「雇用調整助成金」の不正受給公表が累計1,446件 全国ワーストは愛知県、年商を上回る不正受給は31社
雇調金等の不正受給公表は合計1,446件、2024年は前年を下回る可能性
全国の労働局が公表した雇調金等の不正受給は、2020年4月から2024年10月31日までに1,446件に達した。支給決定が取り消された助成金は合計463億7,025万円で、1件あたり平均3,206万円。 月別公表は、9月39件、10月35件と2カ月連続で40件を下回った。2024年1-10月累計は526件で、前年同期(576件)を下回り、通年でも前年を下回る公算が高い。 公表された1,446件は、「雇調金」だけの受給が833件で約6割(57.6%)を占める。このほか、パートタイマー等の雇用保険被保険者ではない従業員の休業に支給される「緊急雇用安定助成金」だけが198件(同13.6%)、両方の受給は415件(同28.6%)だった。
都道府県別ワーストは愛知県、東名阪で上位
地区別では、最多は関東の542件(構成比37.4%)。
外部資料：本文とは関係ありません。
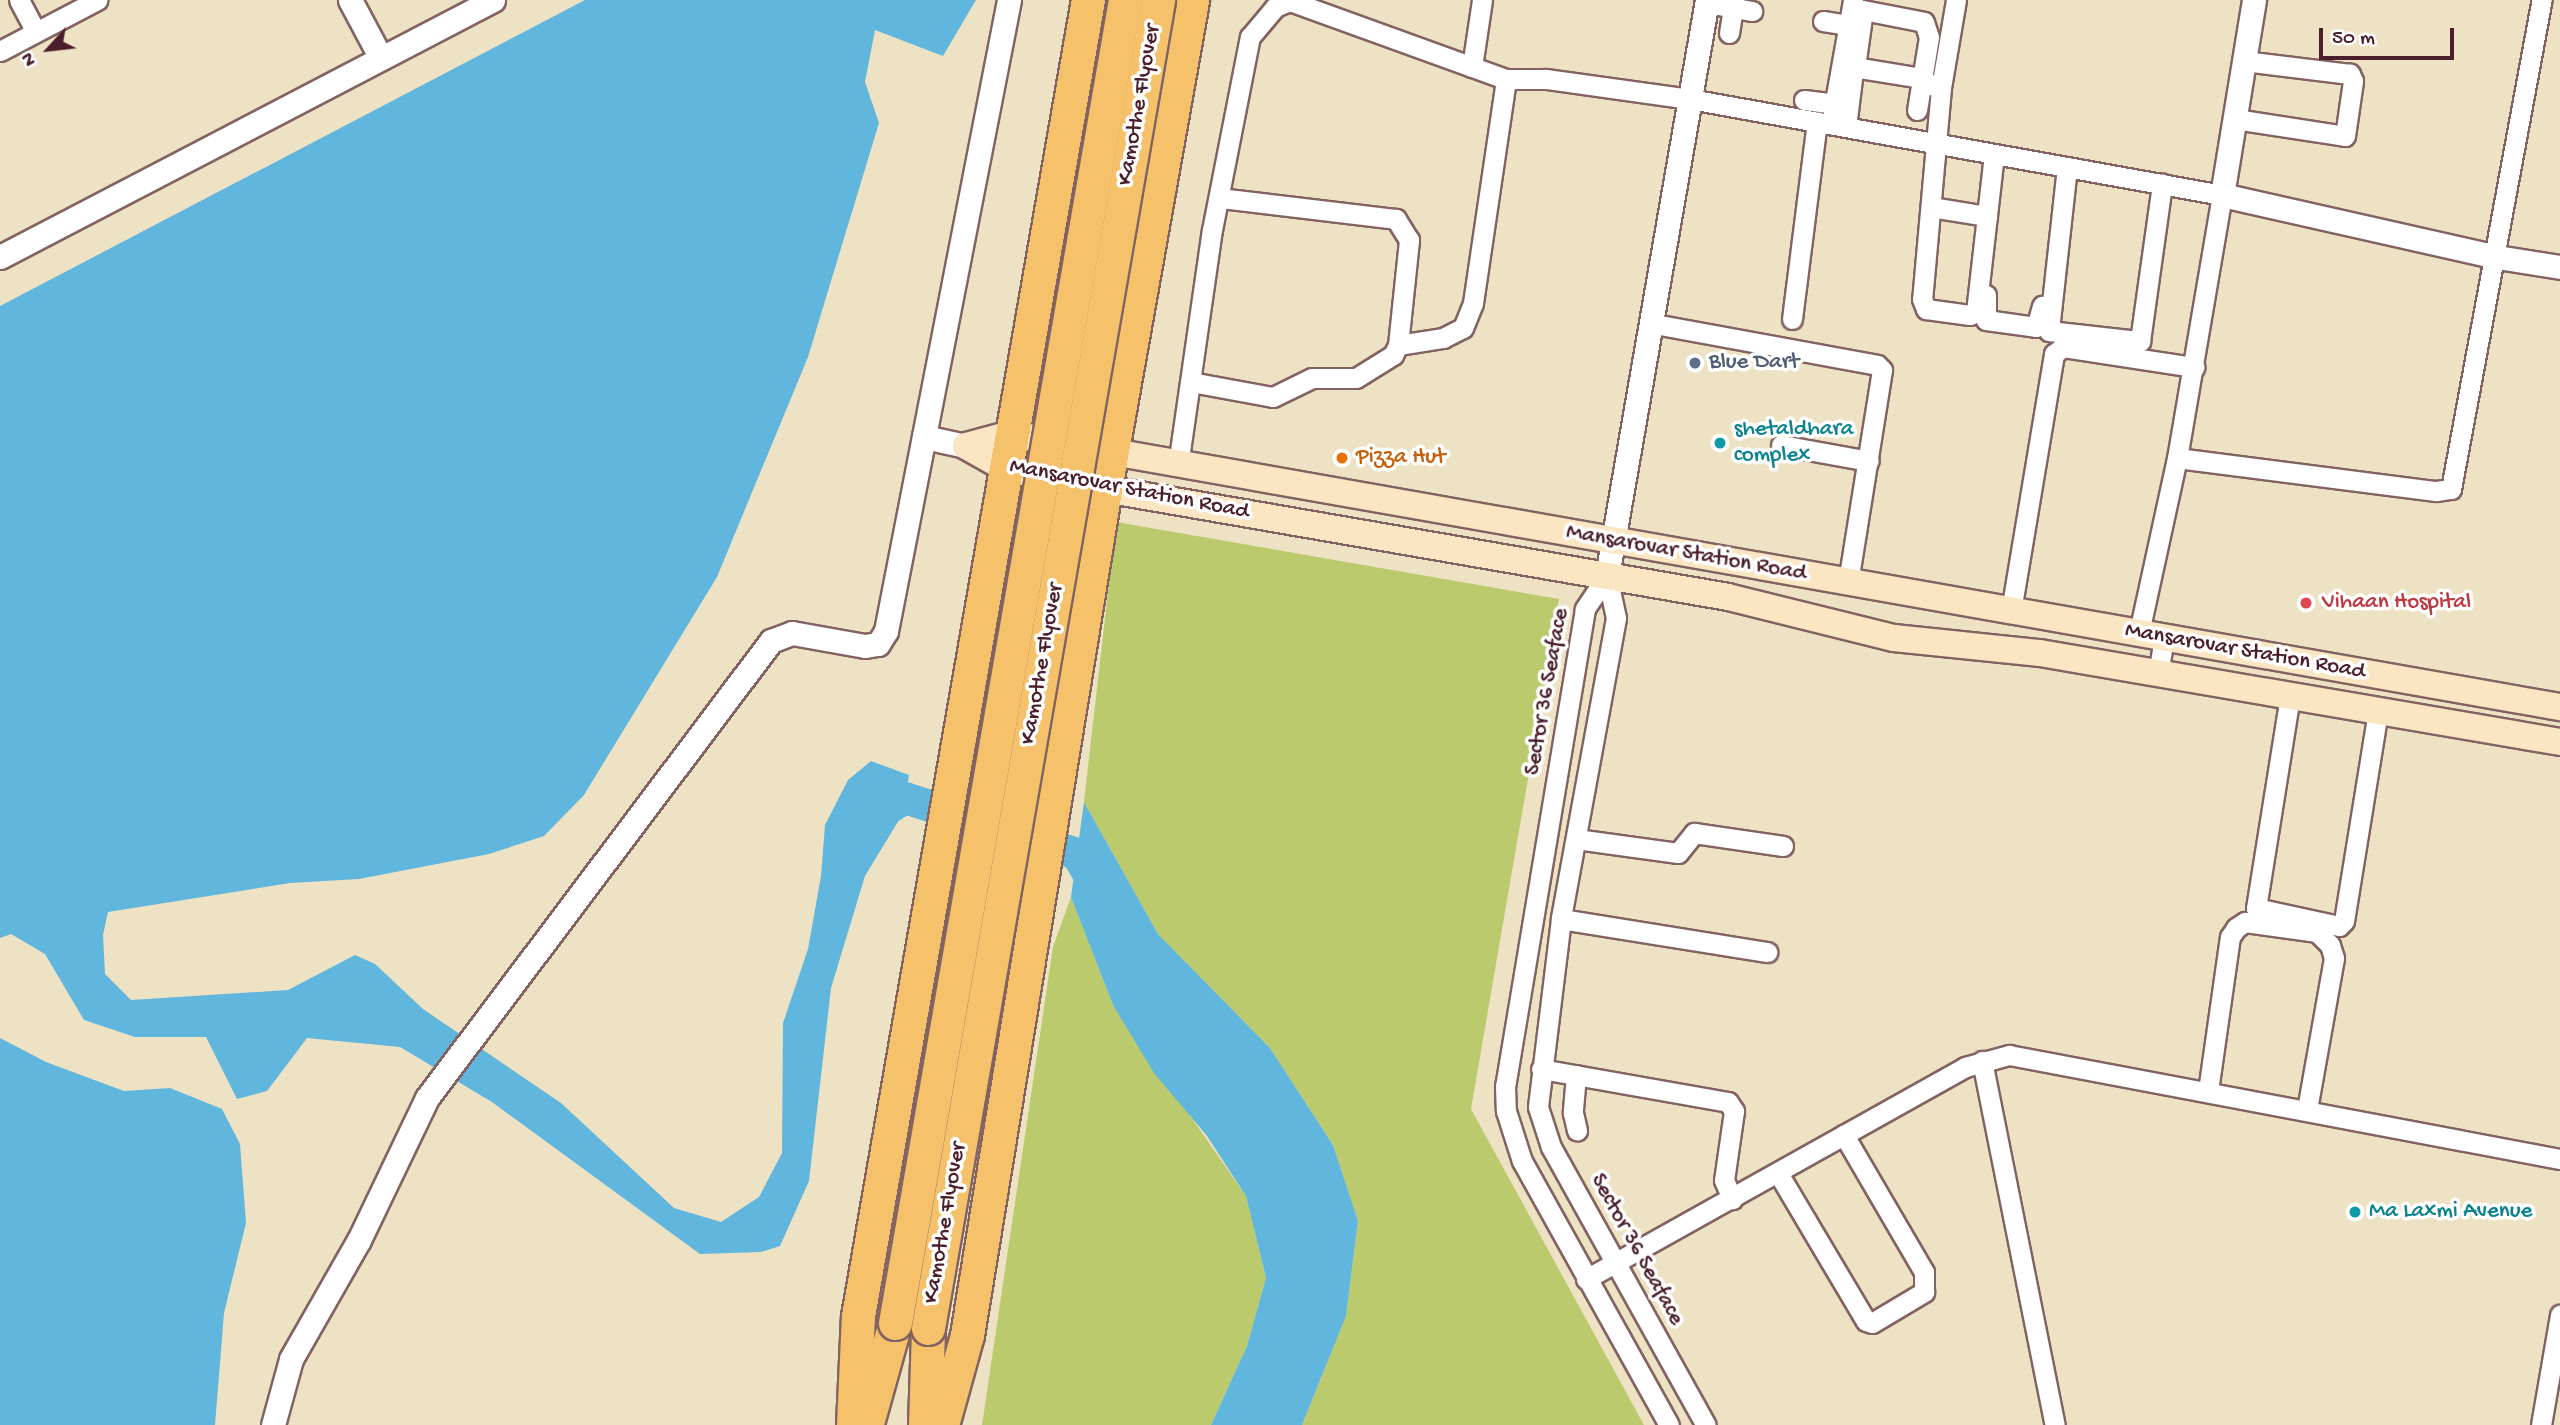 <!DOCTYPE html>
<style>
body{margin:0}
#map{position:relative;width:2560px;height:1425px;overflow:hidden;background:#eee2c4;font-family:"Gochi Hand",sans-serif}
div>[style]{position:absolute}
.green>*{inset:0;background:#baca6c}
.water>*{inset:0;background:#61b6dd}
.river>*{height:32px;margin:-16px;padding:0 16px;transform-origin:16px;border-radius:16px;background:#61b6dd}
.roads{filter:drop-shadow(2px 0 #836361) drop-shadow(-2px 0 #836361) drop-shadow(0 2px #836361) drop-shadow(0 -2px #836361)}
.minor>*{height:19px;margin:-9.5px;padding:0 9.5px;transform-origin:9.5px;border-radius:9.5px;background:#fff}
.tertiary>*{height:23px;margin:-11.5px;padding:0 11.5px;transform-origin:11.5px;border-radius:11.5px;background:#fff}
.secondary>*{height:26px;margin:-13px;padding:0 13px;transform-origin:13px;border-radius:13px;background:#fbe6c4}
.motorway>*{height:33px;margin:-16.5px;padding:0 16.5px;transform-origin:16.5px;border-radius:16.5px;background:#f5c16b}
.bridges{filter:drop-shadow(2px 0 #836361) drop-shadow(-2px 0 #836361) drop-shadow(0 2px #836361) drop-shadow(0 -2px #836361)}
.motorway-bridge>*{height:33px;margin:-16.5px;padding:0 16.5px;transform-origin:16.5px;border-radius:16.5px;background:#f5c16b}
.dots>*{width:19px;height:19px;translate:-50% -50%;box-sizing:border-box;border:4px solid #fff;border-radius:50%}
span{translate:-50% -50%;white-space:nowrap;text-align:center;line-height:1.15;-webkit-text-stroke:7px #fff;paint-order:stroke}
.street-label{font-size:23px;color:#4a1f2b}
.service-label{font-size:23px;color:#4e5e75}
.left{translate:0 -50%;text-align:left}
.culture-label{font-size:23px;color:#0d838f}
.food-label{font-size:23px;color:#c56008}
.health-label{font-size:23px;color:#be3a42}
.north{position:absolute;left:14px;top:14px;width:70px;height:70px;-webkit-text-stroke:5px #fff;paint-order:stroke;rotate:243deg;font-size:19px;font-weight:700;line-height:28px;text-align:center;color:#4a1f2b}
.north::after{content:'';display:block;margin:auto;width:24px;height:32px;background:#4a1f2b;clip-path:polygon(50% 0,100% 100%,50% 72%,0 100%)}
.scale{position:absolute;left:2319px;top:28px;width:135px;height:32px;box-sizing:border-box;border:4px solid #4a1f2b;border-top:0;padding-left:9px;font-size:21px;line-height:24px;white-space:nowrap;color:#4a1f2b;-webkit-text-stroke:5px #fff;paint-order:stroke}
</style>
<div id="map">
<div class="green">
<i style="clip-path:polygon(1116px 522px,1559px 599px,1471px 1109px,1644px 1425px,1302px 1425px,1346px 1316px,1358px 1221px,1333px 1145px,1270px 1048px,1158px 934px,1084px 802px)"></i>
<i style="clip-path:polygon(1071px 897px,1113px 1005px,1246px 1196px,1266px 1278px,1247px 1346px,1211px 1425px,982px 1425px,1053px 947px)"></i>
</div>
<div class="water">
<i style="clip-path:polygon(585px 0,976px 0,943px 56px,875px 30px,865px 82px,879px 123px,808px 357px,717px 577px,584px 795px,544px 836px,489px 854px,359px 879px,290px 883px,108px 912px,103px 935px,105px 974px,131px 1000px,288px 990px,355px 955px,375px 964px,423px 1009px,561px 1103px,674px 1208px,721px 1222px,759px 1197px,782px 1153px,783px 1023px,808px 949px,821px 876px,825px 825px,848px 780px,871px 761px,909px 775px,902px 815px,865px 876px,831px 988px,809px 1181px,780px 1246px,761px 1252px,700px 1254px,492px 1102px,400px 1047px,307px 1038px,267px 1091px,237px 1099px,206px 1037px,135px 1037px,84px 1020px,45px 954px,11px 934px,0 938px,0 306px)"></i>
<i style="clip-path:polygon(1084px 802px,1158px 934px,1270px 1048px,1333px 1145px,1358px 1221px,1346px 1316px,1302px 1425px,1211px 1425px,1247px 1346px,1266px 1278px,1246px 1196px,1207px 1136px,1154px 1073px,1113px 1005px,1071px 897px)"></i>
<i style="clip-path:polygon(0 1038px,46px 1062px,124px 1091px,170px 1088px,222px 1109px,240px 1144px,246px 1223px,224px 1313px,215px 1425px,0 1425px)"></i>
</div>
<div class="river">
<i style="left:870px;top:820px;width:41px;rotate:-32.2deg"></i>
<i style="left:905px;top:798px;width:181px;rotate:18deg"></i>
<i style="left:1077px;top:854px;width:40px;rotate:60.3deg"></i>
</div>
<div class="roads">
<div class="minor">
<i style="left:19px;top:0;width:36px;rotate:62deg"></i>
<i style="left:1956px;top:0;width:89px;rotate:99.7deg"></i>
<i style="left:1941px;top:88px;width:212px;rotate:95.1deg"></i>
<i style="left:1922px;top:299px;width:11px;rotate:68deg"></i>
<i style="left:1926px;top:309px;width:44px;rotate:7.8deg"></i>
<i style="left:1970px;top:315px;width:7px;rotate:-27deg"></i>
<i style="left:1976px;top:312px;width:159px;rotate:-83.5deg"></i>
<i style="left:1707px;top:3px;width:46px;rotate:10.1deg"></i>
<i style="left:1823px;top:21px;width:26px;rotate:9deg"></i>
<i style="left:1729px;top:33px;width:33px;rotate:-81deg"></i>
<i style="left:0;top:51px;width:110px;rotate:-27.7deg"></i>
<i style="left:1856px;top:60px;width:50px;rotate:-82deg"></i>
<i style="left:1863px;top:10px;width:62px;rotate:11.1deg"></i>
<i style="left:1924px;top:22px;width:16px;rotate:72deg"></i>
<i style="left:1929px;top:37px;width:74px;rotate:99.3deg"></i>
<i style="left:1472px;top:67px;width:68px;rotate:-81.5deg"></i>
<i style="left:1804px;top:100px;width:31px;rotate:7deg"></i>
<i style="left:2235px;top:119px;width:111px;rotate:8.8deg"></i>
<i style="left:2345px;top:136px;width:56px;rotate:-81.7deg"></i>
<i style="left:2353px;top:81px;width:8px;rotate:-113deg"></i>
<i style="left:2350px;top:74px;width:107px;rotate:-173deg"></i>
<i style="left:1831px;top:124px;width:126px;rotate:-79.9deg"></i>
<i style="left:1846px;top:127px;width:56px;rotate:-82.9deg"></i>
<i style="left:1853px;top:71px;width:8px;rotate:-23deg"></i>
<i style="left:1860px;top:68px;width:63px;rotate:9.2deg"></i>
<i style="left:1922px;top:78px;width:11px;rotate:41deg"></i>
<i style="left:2067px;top:167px;width:165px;rotate:96.3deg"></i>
<i style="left:2049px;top:331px;width:92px;rotate:6.3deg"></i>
<i style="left:2140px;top:341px;width:159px;rotate:-82deg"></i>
<i style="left:1931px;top:207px;width:57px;rotate:9.1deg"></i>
<i style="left:1986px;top:295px;width:25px;rotate:90deg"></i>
<i style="left:1986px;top:320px;width:50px;rotate:8deg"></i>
<i style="left:2036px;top:327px;width:22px;rotate:-74deg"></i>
<i style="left:1792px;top:319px;width:199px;rotate:-82.8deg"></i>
<i style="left:1649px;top:323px;width:232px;rotate:10.4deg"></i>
<i style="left:1877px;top:365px;width:7px;rotate:45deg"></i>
<i style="left:1882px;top:370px;width:216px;rotate:99.1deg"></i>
<i style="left:1398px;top:345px;width:46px;rotate:-8.8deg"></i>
<i style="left:1443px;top:338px;width:22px;rotate:-27deg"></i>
<i style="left:1463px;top:328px;width:27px;rotate:-68deg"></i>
<i style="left:1473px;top:303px;width:226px;rotate:-81.6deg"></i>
<i style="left:1191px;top:382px;width:83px;rotate:10.4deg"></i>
<i style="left:1273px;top:397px;width:43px;rotate:-26deg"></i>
<i style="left:1312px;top:378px;width:44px"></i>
<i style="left:1356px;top:378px;width:44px;rotate:-31.9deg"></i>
<i style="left:1393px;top:355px;width:11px;rotate:-63deg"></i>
<i style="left:1398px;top:345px;width:106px;rotate:-84deg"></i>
<i style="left:1409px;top:240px;width:25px;rotate:-122deg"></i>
<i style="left:1396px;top:219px;width:177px;rotate:-173.2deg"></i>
<i style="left:1781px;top:445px;width:89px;rotate:10.3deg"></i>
<i style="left:2177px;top:458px;width:261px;rotate:7.3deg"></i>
<i style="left:2436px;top:491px;width:15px;rotate:-8deg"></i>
<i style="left:2451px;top:489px;width:497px;rotate:-79.5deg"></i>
<i style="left:1178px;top:465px;width:237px;rotate:-81.8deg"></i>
<i style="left:1212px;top:230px;width:197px;rotate:-78.9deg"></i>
<i style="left:1250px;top:37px;width:39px;rotate:-50deg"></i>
<i style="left:1275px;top:7px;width:16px;rotate:-22deg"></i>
<i style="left:1290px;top:1px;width:230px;rotate:19.9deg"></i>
<i style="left:1506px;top:79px;width:40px"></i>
<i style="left:1546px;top:79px;width:145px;rotate:7.9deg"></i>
<i style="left:1690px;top:99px;width:541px;rotate:10.23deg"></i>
<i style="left:2222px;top:195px;width:267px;rotate:99.7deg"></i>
<i style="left:2177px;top:458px;width:178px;rotate:102.3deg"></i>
<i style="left:1607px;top:576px;width:40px;rotate:124deg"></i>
<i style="left:1585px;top:609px;width:484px;rotate:99.5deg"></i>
<i style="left:1505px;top:1086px;width:25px;rotate:88deg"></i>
<i style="left:1506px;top:1111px;width:52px;rotate:72.3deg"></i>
<i style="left:1522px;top:1161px;width:302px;rotate:60.9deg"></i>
<i style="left:1607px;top:576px;width:43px;rotate:77.9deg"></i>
<i style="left:1616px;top:618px;width:306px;rotate:100.4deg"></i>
<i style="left:1561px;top:919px;width:189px;rotate:97deg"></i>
<i style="left:1538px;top:1107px;width:42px;rotate:72deg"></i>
<i style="left:1551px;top:1147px;width:318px;rotate:60.9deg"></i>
<i style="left:2011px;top:611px;width:261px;rotate:-80.5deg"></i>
<i style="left:2054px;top:354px;width:11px;rotate:-38deg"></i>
<i style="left:2063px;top:347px;width:133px;rotate:8.7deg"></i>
<i style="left:2158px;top:675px;width:38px;rotate:-81deg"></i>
<i style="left:2290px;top:696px;width:215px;rotate:99.1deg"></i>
<i style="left:2256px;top:908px;width:85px;rotate:12.2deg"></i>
<i style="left:2339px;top:926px;width:7px;rotate:-45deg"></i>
<i style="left:2344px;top:921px;width:214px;rotate:-80.8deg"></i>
<i style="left:1576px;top:839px;width:103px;rotate:7.8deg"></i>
<i style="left:1678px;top:853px;width:26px;rotate:-51deg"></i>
<i style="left:1694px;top:833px;width:90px;rotate:8.3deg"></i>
<i style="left:1561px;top:919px;width:209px;rotate:9.1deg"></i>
<i style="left:1982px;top:1061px;width:371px;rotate:78.7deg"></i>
<i style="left:1541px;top:1069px;width:190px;rotate:10deg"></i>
<i style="left:1728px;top:1102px;width:11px;rotate:56deg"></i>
<i style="left:1734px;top:1111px;width:70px;rotate:98.2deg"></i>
<i style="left:1724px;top:1180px;width:21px;rotate:67deg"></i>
<i style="left:1576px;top:1075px;width:38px;rotate:95deg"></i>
<i style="left:1573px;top:1113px;width:18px;rotate:77deg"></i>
<i style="left:2208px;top:1091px;width:156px;rotate:-81.9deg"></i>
<i style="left:2230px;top:937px;width:11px;rotate:-56deg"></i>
<i style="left:2236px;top:928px;width:11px;rotate:-34deg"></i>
<i style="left:2245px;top:922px;width:73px;rotate:7.9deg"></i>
<i style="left:2317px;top:932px;width:18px;rotate:45deg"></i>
<i style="left:2330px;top:945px;width:14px;rotate:73deg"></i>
<i style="left:2334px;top:958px;width:154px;rotate:100.1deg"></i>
<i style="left:1778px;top:1173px;width:172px;rotate:59.3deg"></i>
<i style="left:1866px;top:1321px;width:6px;rotate:18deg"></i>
<i style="left:1872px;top:1323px;width:61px;rotate:-30.8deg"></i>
<i style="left:1924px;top:1292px;width:20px;rotate:-90deg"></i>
<i style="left:1924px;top:1272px;width:159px;rotate:-120.3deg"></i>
<i style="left:1586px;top:1279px;width:434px;rotate:-29.2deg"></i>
<i style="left:1965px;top:1067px;width:46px;rotate:-15.3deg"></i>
<i style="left:2009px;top:1055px;width:561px;rotate:10.69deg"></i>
<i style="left:2541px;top:1425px;width:112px;rotate:-80.2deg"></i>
</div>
<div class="tertiary">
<i style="left:350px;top:0;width:66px;rotate:61.9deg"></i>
<i style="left:2254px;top:0;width:198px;rotate:99.3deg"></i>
<i style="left:2222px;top:195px;width:282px;rotate:12.7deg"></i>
<i style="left:2497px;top:257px;width:64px;rotate:9deg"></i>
<i style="left:0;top:257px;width:556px;rotate:-27.53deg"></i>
<i style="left:924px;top:437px;width:43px;rotate:12.1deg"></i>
<i style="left:1607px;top:576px;width:585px;rotate:-80.15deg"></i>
<i style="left:273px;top:1425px;width:68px;rotate:-74.7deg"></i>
<i style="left:291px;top:1359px;width:137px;rotate:-60.3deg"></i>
<i style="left:359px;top:1240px;width:157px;rotate:-64.4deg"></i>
<i style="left:427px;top:1098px;width:572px;rotate:-53.03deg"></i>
<i style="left:771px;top:641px;width:22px;rotate:-21deg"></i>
<i style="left:792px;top:633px;width:74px;rotate:10.1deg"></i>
<i style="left:865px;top:646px;width:13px;rotate:-9deg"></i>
<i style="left:878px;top:644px;width:15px;rotate:-58deg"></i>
<i style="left:886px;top:631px;width:643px;rotate:-78.97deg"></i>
</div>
<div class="secondary">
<i style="left:966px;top:446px;width:45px;rotate:29.4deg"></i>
<i style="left:1005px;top:468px;width:102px;rotate:11.9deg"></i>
<i style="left:1105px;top:489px;width:632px;rotate:9.83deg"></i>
<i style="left:1728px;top:597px;width:171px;rotate:13.9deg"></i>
<i style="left:1894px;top:638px;width:147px;rotate:5.9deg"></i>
<i style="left:2040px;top:653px;width:528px;rotate:9.71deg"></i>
<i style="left:966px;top:446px;width:47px;rotate:-14.9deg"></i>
<i style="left:1011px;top:434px;width:1573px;rotate:10deg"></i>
</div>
<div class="motorway">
<i style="left:867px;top:1423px;width:104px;rotate:-74.4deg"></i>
<i style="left:853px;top:1425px;width:109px;rotate:-87.4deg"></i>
<i style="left:858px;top:1316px;width:1336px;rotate:-80.09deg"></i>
<i style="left:925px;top:1425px;width:97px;rotate:-88.2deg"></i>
<i style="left:942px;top:1425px;width:93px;rotate:-74.5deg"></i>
<i style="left:967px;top:1335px;width:857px;rotate:-80.74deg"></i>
<i style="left:1105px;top:489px;width:497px;rotate:-79.9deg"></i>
</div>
</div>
<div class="bridges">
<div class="motorway-bridge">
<i style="left:895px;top:1323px;width:1343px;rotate:-80.14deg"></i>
<i style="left:928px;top:1328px;width:1348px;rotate:-80.17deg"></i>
</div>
</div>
<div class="dots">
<i style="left:1695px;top:363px;background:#5c6f8a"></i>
<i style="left:1720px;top:443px;background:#0f9aa8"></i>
<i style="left:1342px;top:458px;background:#e8710a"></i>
<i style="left:2306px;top:603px;background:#e0444e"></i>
<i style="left:2355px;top:1212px;background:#0f9aa8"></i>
</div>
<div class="street-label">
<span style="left:1140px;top:105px;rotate:-80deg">Kamothe Flyover</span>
<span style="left:1129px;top:490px;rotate:11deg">Mansarovar Station Road</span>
<span style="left:1686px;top:554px;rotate:10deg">Mansarovar Station Road</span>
<span style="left:2245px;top:652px;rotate:10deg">Mansarovar Station Road</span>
<span style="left:1043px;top:664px;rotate:-80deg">Kamothe Flyover</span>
<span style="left:1548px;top:692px;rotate:-80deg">Sector 36 Seaface</span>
<span style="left:946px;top:1223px;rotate:-80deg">Kamothe Flyover</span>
<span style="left:1636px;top:1250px;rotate:61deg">Sector 36 Seaface</span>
</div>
<div class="service-label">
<span class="left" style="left:1709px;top:363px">Blue Dart</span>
</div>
<div class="culture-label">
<span class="left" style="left:1734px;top:443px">shetaldhara<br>complex</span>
<span class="left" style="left:2369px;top:1212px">Ma Laxmi Avenue</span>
</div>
<div class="food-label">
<span class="left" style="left:1356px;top:458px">Pizza Hut</span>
</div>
<div class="health-label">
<span class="left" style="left:2322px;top:603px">Vihaan Hospital</span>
</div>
<div class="north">N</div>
<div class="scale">50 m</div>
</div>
次いで、中部285件、近畿256件、九州121件、中国95件、東北60件、四国46件、北陸25件、北海道16件の順。 前回調査(2024年7月発表)と比べ、増加率は東北が7.1%増(56件から60件)で最も高く、九州7.0%増、四国6.9%増が続く。一方、北陸と中国では前回調査以来、公表が無かった。 都道府県別は、愛知県が196件で最多。9月と10月の公表も最多の15件で、200件に迫る。 次いで、東京都180件、大阪府166件、神奈川県114件まで4都府県が100件を超えた。このほか、千葉県68件、広島県60件、福岡県56件、栃木県53件、埼玉県41件、三重県38件、京都府34件、宮城県と群馬県、新潟県が各29件の順。 ※ 各都道府県の労働局が公表した所在地に基づいて集計しており、本社所在地と異なる場合がある。
産業別 飲食業などのサービス業他が約5割
雇調金等の不正受給が公表された1,446件のうち、TSRの企業情報データベースで分析可能な1,093社(個人企業を一部含む)を対象に、産業別と業種別で分析した。 産業別では、サービス業他の496社(構成比45.3%)が最多だった。次いで、建設業141社(同12.9%)、製造業126社(同11.5%)の3産業が100社を超えた。以下、小売業72社(同6.5%)、卸売業と運輸業が各71社(同6.4%)が続く。 産業を細分化した業種別では、「飲食業」が155社(同14.1%)で最多。「建設業」141社、人材派遣や業務請負など「他のサービス業」が107社で続き、上位3業種が100社を超えた。このほか、旅行業や美容業など「生活関連サービス業,娯楽業」84社、経営コンサルタントなどの「学術研究,専門・技術サービス業」74社、「運輸業」71社、ソフトウェア開発などの「情報サービス・制作業」50社、「不動産業」42社、「宿泊業」30社、「医療,福祉事業」28社の順。